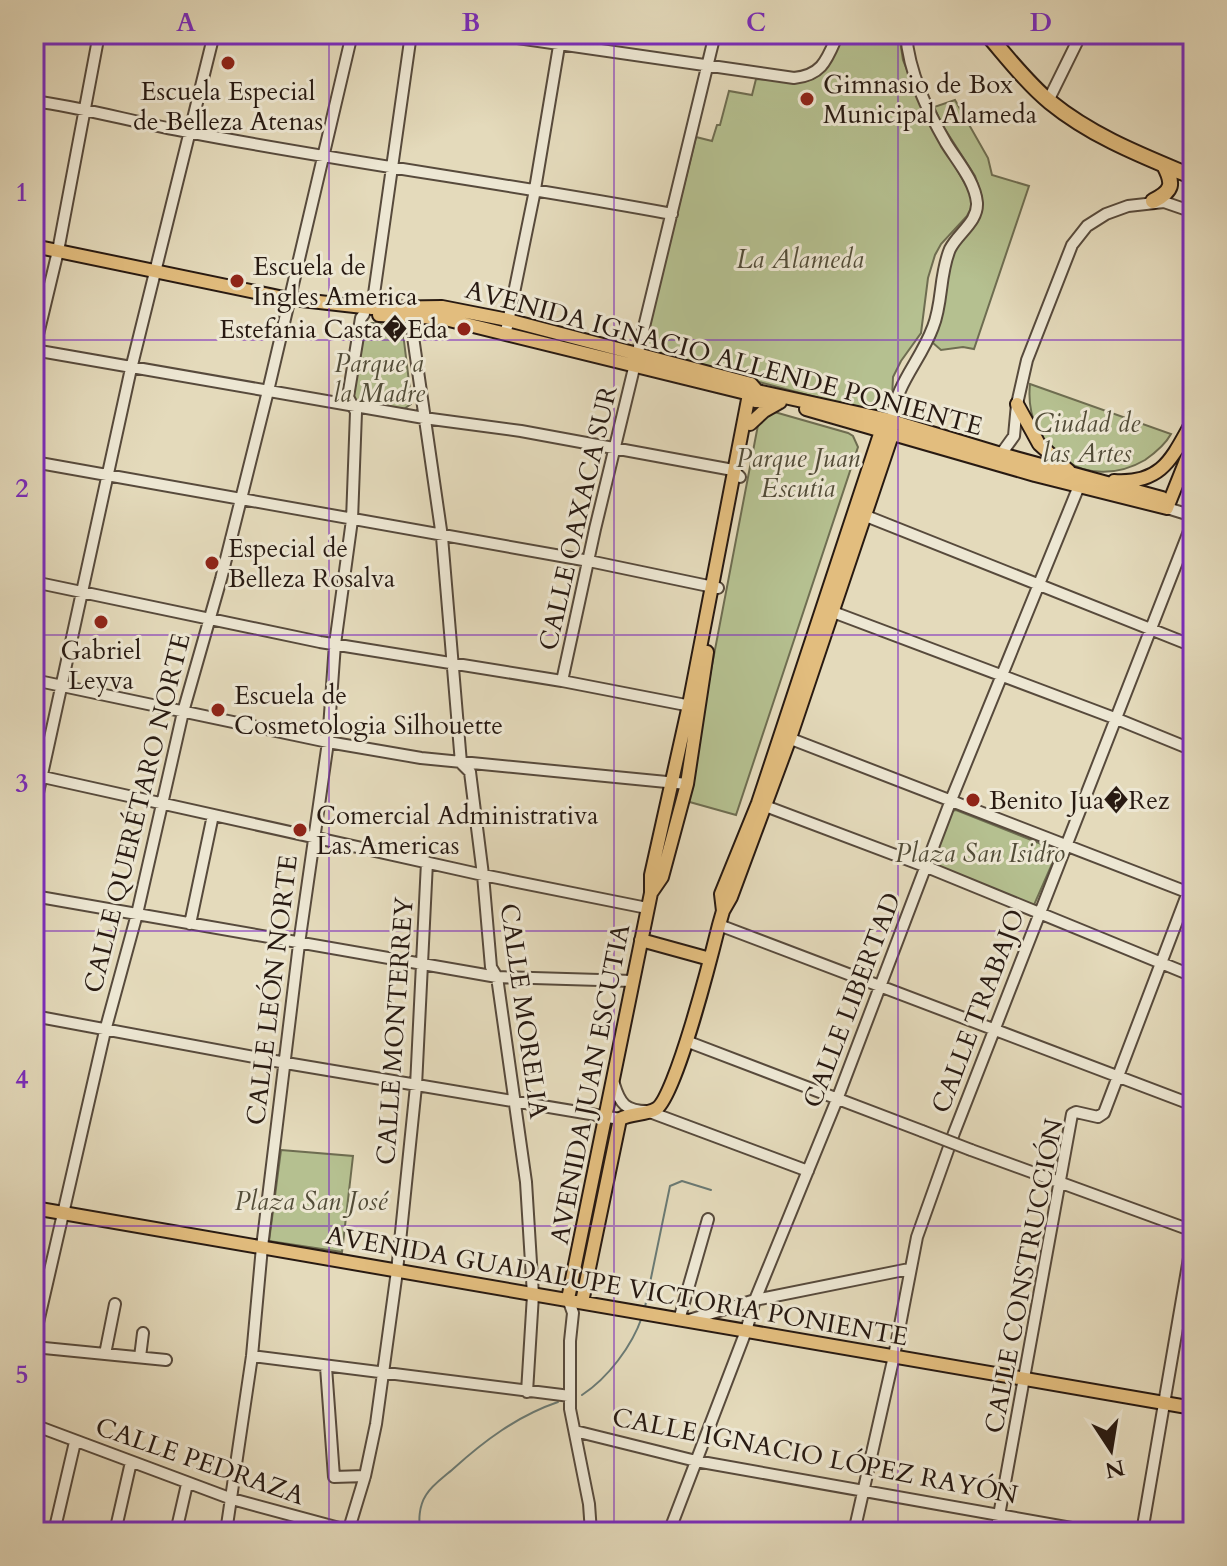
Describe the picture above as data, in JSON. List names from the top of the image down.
{
  "streets": {
    "main road": ["AVENIDA IGNACIO ALLENDE PONIENTE", "AVENIDA JUAN ESCUTIA", "AVENIDA GUADALUPE VICTORIA PONIENTE"],
    "street": [
      "CALLE OAXACA SUR",
      "CALLE QUERÉTARO NORTE",
      "CALLE LEÓN NORTE",
      "CALLE LIBERTAD",
      "CALLE MORELIA",
      "CALLE TRABAJO",
      "CALLE MONTERREY",
      "CALLE CONSTRUCCIÓN",
      "CALLE IGNACIO LÓPEZ RAYÓN",
      "CALLE PEDRAZA"
    ]
  },
  "crossings": [
    ["AVENIDA IGNACIO ALLENDE PONIENTE", "CALLE OAXACA SUR"],
    ["AVENIDA IGNACIO ALLENDE PONIENTE", "CALLE QUERÉTARO NORTE"],
    ["AVENIDA IGNACIO ALLENDE PONIENTE", "CALLE LEÓN NORTE"],
    ["AVENIDA IGNACIO ALLENDE PONIENTE", "CALLE LIBERTAD"],
    ["AVENIDA IGNACIO ALLENDE PONIENTE", "CALLE MORELIA"],
    ["AVENIDA IGNACIO ALLENDE PONIENTE", "CALLE TRABAJO"],
    ["AVENIDA IGNACIO ALLENDE PONIENTE", "AVENIDA JUAN ESCUTIA"],
    ["CALLE QUERÉTARO NORTE", "AVENIDA GUADALUPE VICTORIA PONIENTE"],
    ["CALLE LEÓN NORTE", "AVENIDA GUADALUPE VICTORIA PONIENTE"],
    ["CALLE LEÓN NORTE", "CALLE PEDRAZA"],
    ["CALLE LIBERTAD", "AVENIDA GUADALUPE VICTORIA PONIENTE"],
    ["CALLE LIBERTAD", "CALLE IGNACIO LÓPEZ RAYÓN"],
    ["CALLE MORELIA", "AVENIDA GUADALUPE VICTORIA PONIENTE"],
    ["CALLE TRABAJO", "AVENIDA GUADALUPE VICTORIA PONIENTE"],
    ["CALLE TRABAJO", "CALLE IGNACIO LÓPEZ RAYÓN"],
    ["CALLE MONTERREY", "AVENIDA GUADALUPE VICTORIA PONIENTE"],
    ["CALLE MONTERREY", "CALLE PEDRAZA"],
    ["AVENIDA JUAN ESCUTIA", "AVENIDA GUADALUPE VICTORIA PONIENTE"],
    ["CALLE CONSTRUCCIÓN", "AVENIDA GUADALUPE VICTORIA PONIENTE"],
    ["CALLE CONSTRUCCIÓN", "CALLE IGNACIO LÓPEZ RAYÓN"]
  ],
  "parks": [
    "La Alameda",
    "Parque a la Madre",
    "Ciudad de las Artes",
    "Parque Juan Escutia",
    "Plaza San Isidro",
    "Plaza San José"
  ],
  "places": [
    "Escuela Especial de Belleza Atenas",
    "Gimnasio de Box Municipal Alameda",
    "Escuela de Ingles America",
    "Estefania Casta�Eda",
    "Especial de Belleza Rosalva",
    "Gabriel Leyva",
    "Escuela de Cosmetologia Silhouette",
    "Benito Jua�Rez",
    "Comercial Administrativa Las Americas"
  ],
  "north": "bottom",
  "grid": {
    "columns": [
      "A",
      "B",
      "C",
      "D"
    ],
    "rows": [
      "1",
      "2",
      "3",
      "4",
      "5"
    ]
  }
}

Assignment ▸ Counting every line of the records above that has the word "MONTERREY", state the total and give nothing besides it.

Answer to the problem ▸ 3